The following is an example of a valid file:
##################################### HARDCODED PARAMETERS example ##################################### # Every line starting with a # will be handled as a comment and will not be parsed. # The first column is the name of the parameter and the second column is the value that will be used.
# Parameter name
# Value # Tool(s)
threads
8
mode
quiet
xtandem_executable
xtandem XTandemAdapter
verbosity
high Foo, Bar
#########################################################################################################
Using the above file will produce a command-line similar to:
[TOOL] ... -threads 8 -mode quiet ...
for all tools. For XTandemAdapter, however, the command-line will look like:
XtandemAdapter ... -threads 8 -mode quiet -xtandem_executable xtandem ...
And for tools Foo and Bar, the command-line will be similar to:
Foo -threads 8 -mode quiet -verbosity high ...
IV - Engine-specific parameters
i - Galaxy
a. Providing file formats, mimetypes
Galaxy supports the concept of file format in order to connect compatible ports, that is, input ports of a certain data format will be able to receive data from a port from the same format. This converter allows you to provide a personalized file in which you can relate the CTD data formats with supported Galaxy data formats. The layout of this file consists of lines, each of either one or four columns separated by any amount of whitespace. The content of each column is as follows:
* 1st column: file extension * 2nd column: data type, as listed in Galaxy * 3rd column: full-named Galaxy data type, as it will appear on datatypes_conf.xml * 4th column: mimetype (optional)

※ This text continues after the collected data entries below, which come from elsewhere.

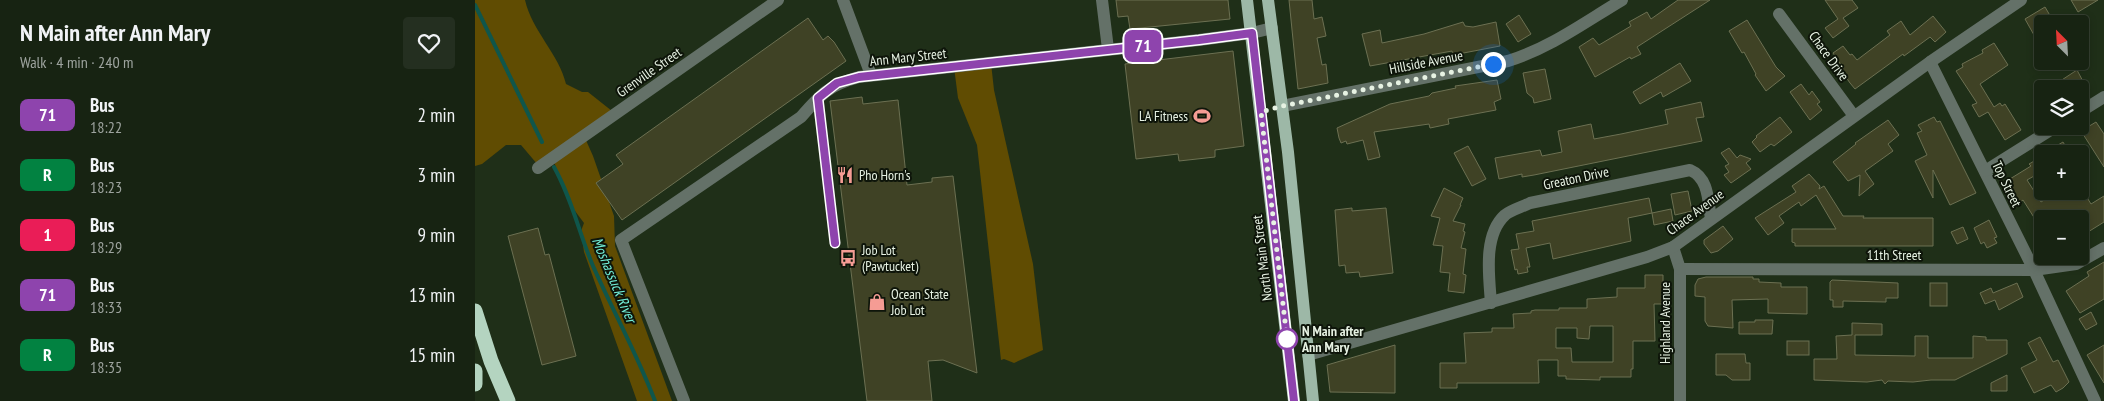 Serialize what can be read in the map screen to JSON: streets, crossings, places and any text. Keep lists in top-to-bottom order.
{
  "streets": {
    "main road": ["North Main Street"],
    "street": [
      "Chace Drive",
      "Ann Mary Street",
      "Hillside Avenue",
      "Grenville Street",
      "Greaton Drive",
      "Top Street",
      "Chace Avenue",
      "11th Street",
      "Highland Avenue"
    ]
  },
  "crossings": [
    ["Chace Drive", "Chace Avenue"],
    ["Ann Mary Street", "North Main Street"],
    ["Greaton Drive", "Chace Avenue"],
    ["Top Street", "Chace Avenue"],
    ["Top Street", "11th Street"],
    ["Chace Avenue", "Highland Avenue"],
    ["11th Street", "Highland Avenue"]
  ],
  "water": ["Moshassuck River"],
  "places": {
    "sports": ["LA Fitness"],
    "restaurant": ["Pho Horn's"],
    "bus stop": ["Job Lot (Pawtucket)"],
    "shop": ["Ocean State Job Lot"],
    "other": ["N Main after Ann Mary"]
  },
  "lines": ["bus line 71"],
  "north": "top left",
  "page": {
    "heading": ["N Main after Ann Mary", "Walk · 4 min · 240 m"],
    "on_map": "71",
    "map_buttons": ["+", "−"],
    "list": [
      {
        "mark": "71",
        "name": "Bus",
        "note": "18:22",
        "value": "2 min"
      },
      {
        "mark": "R",
        "name": "Bus",
        "note": "18:23",
        "value": "3 min"
      },
      {
        "mark": "1",
        "name": "Bus",
        "note": "18:29",
        "value": "9 min"
      },
      {
        "mark": "71",
        "name": "Bus",
        "note": "18:33",
        "value": "13 min"
      },
      {
        "mark": "R",
        "name": "Bus",
        "note": "18:35",
        "value": "15 min"
      }
    ]
  }
}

The following is an example of a valid "file formats" file:
########################################## FILE FORMATS example ########################################## # Every line starting with a # will be handled as a comment and will not be parsed. # The first column is the file format as given in the CTD and second column is the Galaxy data format. The # second, third, fourth and fifth columns can be left empty if the data type has already been registered # in Galaxy, otherwise, all but the mimetype must be provided.
# CTD type
# Galaxy type # Long Galaxy data type # Mimetype
csv
tabular galaxy.datatypes.data:Text
fasta ini txt galaxy.datatypes.data:Text txt idxml txt galaxy.datatypes.xml:GenericXml application/xml options txt galaxy.datatypes.data:Text grid grid galaxy.datatypes.data:Grid ##########################################################################################################
Note that each line consists precisely of either one, three or four columns. In the case of data types already registered in Galaxy (such as fasta and txt in the above example), only the first column is needed. In the case of data types that haven't been yet registered in Galaxy, the first three columns are needed (mimetype is optional).

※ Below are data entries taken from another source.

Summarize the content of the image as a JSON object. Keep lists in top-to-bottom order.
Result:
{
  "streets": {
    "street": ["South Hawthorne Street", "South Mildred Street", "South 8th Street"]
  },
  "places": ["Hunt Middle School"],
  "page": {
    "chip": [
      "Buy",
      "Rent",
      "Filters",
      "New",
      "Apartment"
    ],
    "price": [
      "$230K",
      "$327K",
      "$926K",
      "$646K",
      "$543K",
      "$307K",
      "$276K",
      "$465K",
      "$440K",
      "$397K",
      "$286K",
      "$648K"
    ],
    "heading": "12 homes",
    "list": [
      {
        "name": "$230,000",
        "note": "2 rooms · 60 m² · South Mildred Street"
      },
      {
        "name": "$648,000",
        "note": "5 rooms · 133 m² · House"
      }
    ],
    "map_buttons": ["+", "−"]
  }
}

For information about Galaxy data types and subclasses, see the following page: https://wiki.galaxyproject.org/Admin/Datatypes/Adding%20Datatypes
b. Finer control over which tools will be converted
Sometimes only a subset of CTDs needs to be converted. It is possible to either explicitly specify which tools will be converted or which tools will not be converted.

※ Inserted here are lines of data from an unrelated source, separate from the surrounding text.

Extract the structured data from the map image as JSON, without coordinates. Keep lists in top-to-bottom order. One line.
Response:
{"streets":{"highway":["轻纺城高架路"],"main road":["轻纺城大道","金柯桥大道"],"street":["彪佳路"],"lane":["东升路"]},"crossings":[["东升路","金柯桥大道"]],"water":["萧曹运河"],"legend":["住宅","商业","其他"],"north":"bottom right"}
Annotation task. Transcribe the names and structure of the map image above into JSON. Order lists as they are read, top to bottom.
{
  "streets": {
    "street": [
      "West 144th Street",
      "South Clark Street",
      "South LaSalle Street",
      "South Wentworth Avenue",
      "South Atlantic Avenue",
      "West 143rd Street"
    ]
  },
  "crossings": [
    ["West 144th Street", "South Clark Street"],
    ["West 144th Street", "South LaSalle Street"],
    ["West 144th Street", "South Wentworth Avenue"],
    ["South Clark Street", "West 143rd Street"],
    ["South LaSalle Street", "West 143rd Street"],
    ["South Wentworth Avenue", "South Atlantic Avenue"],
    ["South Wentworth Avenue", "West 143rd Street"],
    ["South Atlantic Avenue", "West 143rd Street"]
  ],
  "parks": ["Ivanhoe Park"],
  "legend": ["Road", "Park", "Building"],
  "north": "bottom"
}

The value of the -s/--skip-tools parameter is a file in which each line will be interpreted as the name of a tool that will not be converted. Conversely, the value of the -r/--required-tools is a file in which each line will be interpreted as a tool that is required. Only one of these parameters can be specified at a given time.
The format of both files is exactly the same. As stated before, each line will be interpreted as the name of a tool. Any line starting with a '#' will be ignored.
ii - CWL
There are, for now, no CWL-specific parameters or options.